Tags: #Aventuras, Historico

—Si se ahogan, señor —respondió el condestable, mirándole con una sonrisa torcida—, puede usted ahogarme a mí también, y encima descuartizarme, si quiere.

Jack rió de buena gana; pero en cubierta dijo a Stephen en un aparte:

—Creo recordar que el francés tenía órdenes de dirigirse a bahía Bantry o al río Kenmare. ¿Conoces esos lugares, o las profundas calas que hay a lo largo de sus costas?

—Muy poco, y lo poco que sé no te serviría de mucho, dado que tengo el punto de vista de un hombre de tierra adentro. Apenas conozco la parte occidental de Cork.
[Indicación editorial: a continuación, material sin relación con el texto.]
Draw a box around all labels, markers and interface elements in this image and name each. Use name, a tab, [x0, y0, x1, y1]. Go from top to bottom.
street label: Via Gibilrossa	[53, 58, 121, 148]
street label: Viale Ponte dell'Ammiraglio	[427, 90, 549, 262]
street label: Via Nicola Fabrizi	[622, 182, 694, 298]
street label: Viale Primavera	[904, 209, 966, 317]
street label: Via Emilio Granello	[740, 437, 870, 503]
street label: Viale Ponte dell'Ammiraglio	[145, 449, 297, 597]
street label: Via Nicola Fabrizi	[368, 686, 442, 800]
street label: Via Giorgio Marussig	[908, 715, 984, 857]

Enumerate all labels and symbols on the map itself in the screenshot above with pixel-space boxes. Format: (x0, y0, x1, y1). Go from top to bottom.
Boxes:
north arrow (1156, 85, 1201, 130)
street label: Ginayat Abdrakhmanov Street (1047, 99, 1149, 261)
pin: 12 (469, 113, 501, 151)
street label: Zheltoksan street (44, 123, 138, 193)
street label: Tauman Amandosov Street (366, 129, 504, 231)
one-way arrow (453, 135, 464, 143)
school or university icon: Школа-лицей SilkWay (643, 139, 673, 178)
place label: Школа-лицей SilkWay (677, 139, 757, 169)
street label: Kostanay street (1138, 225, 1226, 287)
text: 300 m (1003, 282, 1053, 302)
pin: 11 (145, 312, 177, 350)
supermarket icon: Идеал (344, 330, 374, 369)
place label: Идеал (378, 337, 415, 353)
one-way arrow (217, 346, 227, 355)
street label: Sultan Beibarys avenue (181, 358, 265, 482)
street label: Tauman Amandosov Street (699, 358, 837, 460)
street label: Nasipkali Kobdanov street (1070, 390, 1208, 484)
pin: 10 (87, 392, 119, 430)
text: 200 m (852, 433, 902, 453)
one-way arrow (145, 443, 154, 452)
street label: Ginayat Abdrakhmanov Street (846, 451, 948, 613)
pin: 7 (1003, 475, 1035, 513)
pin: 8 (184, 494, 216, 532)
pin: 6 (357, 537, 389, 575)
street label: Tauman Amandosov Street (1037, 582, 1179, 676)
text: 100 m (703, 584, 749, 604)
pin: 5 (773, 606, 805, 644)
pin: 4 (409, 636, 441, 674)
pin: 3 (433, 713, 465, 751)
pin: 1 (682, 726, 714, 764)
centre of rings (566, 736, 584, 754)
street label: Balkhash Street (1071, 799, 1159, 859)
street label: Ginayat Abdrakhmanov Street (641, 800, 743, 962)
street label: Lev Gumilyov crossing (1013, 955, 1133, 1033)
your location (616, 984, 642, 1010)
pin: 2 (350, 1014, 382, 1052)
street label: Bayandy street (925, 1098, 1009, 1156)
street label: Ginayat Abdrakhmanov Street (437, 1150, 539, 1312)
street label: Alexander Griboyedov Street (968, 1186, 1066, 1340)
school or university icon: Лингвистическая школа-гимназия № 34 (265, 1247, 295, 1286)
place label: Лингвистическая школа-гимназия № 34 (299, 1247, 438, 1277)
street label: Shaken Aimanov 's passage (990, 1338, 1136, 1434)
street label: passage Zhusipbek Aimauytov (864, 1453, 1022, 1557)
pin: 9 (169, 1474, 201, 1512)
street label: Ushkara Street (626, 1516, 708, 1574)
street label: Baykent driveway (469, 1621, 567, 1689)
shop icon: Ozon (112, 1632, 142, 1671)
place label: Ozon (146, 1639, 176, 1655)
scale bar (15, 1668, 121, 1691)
En una ocasión me alojé en casa de los Whites, no los Whites de Bantry sino unos primos suyos, Skibbereen y Baltimore. Corría el rumor en la zona de que se reunían ejemplares del águila de cola blanca en isla Clear, y eso fue lo que me llevó allí. No te serviría de nada como guía, y mucho menos como piloto, por el amor de Dios.

—No podría tener las ideas más claras, siempre y cuando las cosas sigan así —dijo Jack.

* * *

Pero las cosas no siguieron así: el viento refrescó y roló al oeste, de tal forma que no pudieron largar las juanetes sino con rizos; incluso así el viento los empujó como alma que lleva el diablo. Hacía una noche tan oscura como quepa imaginar, el cielo estaba completamente cubierto de nubes que apenas permitían distinguir el tope, y caía una lluvia constante, a menudo en forma de chubasco. No había la menor posibilidad de tomar las mediciones de rigor y poco podía fiarse uno de la estima.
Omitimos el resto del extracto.